TASK MATERIAL Block Start

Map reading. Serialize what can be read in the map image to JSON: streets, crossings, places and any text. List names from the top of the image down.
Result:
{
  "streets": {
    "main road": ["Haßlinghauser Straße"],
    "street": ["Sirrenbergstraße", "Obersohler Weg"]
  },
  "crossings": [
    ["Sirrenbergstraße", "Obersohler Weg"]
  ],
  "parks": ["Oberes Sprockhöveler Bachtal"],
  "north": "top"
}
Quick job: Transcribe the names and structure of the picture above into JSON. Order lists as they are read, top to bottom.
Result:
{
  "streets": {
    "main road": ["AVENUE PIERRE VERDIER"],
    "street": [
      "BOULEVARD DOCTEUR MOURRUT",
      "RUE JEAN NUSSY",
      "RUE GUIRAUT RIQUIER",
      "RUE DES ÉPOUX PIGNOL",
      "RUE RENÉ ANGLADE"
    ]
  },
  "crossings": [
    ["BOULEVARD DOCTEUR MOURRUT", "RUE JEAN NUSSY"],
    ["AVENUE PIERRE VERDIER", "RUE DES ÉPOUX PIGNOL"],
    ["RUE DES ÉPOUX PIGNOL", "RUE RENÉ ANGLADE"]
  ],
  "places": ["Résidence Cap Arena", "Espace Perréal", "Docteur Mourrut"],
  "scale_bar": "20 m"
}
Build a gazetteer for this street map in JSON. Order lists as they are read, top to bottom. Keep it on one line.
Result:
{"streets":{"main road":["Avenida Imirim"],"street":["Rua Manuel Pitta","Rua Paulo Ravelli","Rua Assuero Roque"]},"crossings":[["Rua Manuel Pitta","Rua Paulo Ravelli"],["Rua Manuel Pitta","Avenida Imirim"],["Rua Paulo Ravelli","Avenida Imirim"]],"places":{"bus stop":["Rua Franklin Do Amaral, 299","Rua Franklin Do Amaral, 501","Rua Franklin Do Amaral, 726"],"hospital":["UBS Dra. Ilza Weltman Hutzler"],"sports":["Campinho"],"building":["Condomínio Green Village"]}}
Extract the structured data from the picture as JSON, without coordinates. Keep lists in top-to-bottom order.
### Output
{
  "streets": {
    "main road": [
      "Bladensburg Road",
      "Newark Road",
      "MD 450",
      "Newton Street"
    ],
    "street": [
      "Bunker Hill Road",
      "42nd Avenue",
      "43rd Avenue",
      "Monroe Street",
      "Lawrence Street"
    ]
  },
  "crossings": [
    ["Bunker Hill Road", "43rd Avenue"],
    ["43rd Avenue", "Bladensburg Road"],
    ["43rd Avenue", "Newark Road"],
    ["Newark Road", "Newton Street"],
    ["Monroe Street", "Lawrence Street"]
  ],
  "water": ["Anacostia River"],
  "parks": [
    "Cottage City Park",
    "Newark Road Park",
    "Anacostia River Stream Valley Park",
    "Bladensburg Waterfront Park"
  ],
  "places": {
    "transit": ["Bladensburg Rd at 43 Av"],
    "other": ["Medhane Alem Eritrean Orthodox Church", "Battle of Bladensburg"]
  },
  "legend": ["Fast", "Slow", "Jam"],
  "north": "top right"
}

TASK MATERIAL Block End

(DIRECTIONS FOR THIS TASK): An exact copy of every entry above is required.

(RESPONSE TO THIS EXERCISE):
Map reading. Serialize what can be read in the map image to JSON: streets, crossings, places and any text. List names from the top of the image down.
Result:
{
  "streets": {
    "main road": ["Haßlinghauser Straße"],
    "street": ["Sirrenbergstraße", "Obersohler Weg"]
  },
  "crossings": [
    ["Sirrenbergstraße", "Obersohler Weg"]
  ],
  "parks": ["Oberes Sprockhöveler Bachtal"],
  "north": "top"
}
Quick job: Transcribe the names and structure of the picture above into JSON. Order lists as they are read, top to bottom.
Result:
{
  "streets": {
    "main road": ["AVENUE PIERRE VERDIER"],
    "street": [
      "BOULEVARD DOCTEUR MOURRUT",
      "RUE JEAN NUSSY",
      "RUE GUIRAUT RIQUIER",
      "RUE DES ÉPOUX PIGNOL",
      "RUE RENÉ ANGLADE"
    ]
  },
  "crossings": [
    ["BOULEVARD DOCTEUR MOURRUT", "RUE JEAN NUSSY"],
    ["AVENUE PIERRE VERDIER", "RUE DES ÉPOUX PIGNOL"],
    ["RUE DES ÉPOUX PIGNOL", "RUE RENÉ ANGLADE"]
  ],
  "places": ["Résidence Cap Arena", "Espace Perréal", "Docteur Mourrut"],
  "scale_bar": "20 m"
}
Build a gazetteer for this street map in JSON. Order lists as they are read, top to bottom. Keep it on one line.
Result:
{"streets":{"main road":["Avenida Imirim"],"street":["Rua Manuel Pitta","Rua Paulo Ravelli","Rua Assuero Roque"]},"crossings":[["Rua Manuel Pitta","Rua Paulo Ravelli"],["Rua Manuel Pitta","Avenida Imirim"],["Rua Paulo Ravelli","Avenida Imirim"]],"places":{"bus stop":["Rua Franklin Do Amaral, 299","Rua Franklin Do Amaral, 501","Rua Franklin Do Amaral, 726"],"hospital":["UBS Dra. Ilza Weltman Hutzler"],"sports":["Campinho"],"building":["Condomínio Green Village"]}}
Extract the structured data from the picture as JSON, without coordinates. Keep lists in top-to-bottom order.
### Output
{
  "streets": {
    "main road": [
      "Bladensburg Road",
      "Newark Road",
      "MD 450",
      "Newton Street"
    ],
    "street": [
      "Bunker Hill Road",
      "42nd Avenue",
      "43rd Avenue",
      "Monroe Street",
      "Lawrence Street"
    ]
  },
  "crossings": [
    ["Bunker Hill Road", "43rd Avenue"],
    ["43rd Avenue", "Bladensburg Road"],
    ["43rd Avenue", "Newark Road"],
    ["Newark Road", "Newton Street"],
    ["Monroe Street", "Lawrence Street"]
  ],
  "water": ["Anacostia River"],
  "parks": [
    "Cottage City Park",
    "Newark Road Park",
    "Anacostia River Stream Valley Park",
    "Bladensburg Waterfront Park"
  ],
  "places": {
    "transit": ["Bladensburg Rd at 43 Av"],
    "other": ["Medhane Alem Eritrean Orthodox Church", "Battle of Bladensburg"]
  },
  "legend": ["Fast", "Slow", "Jam"],
  "north": "top right"
}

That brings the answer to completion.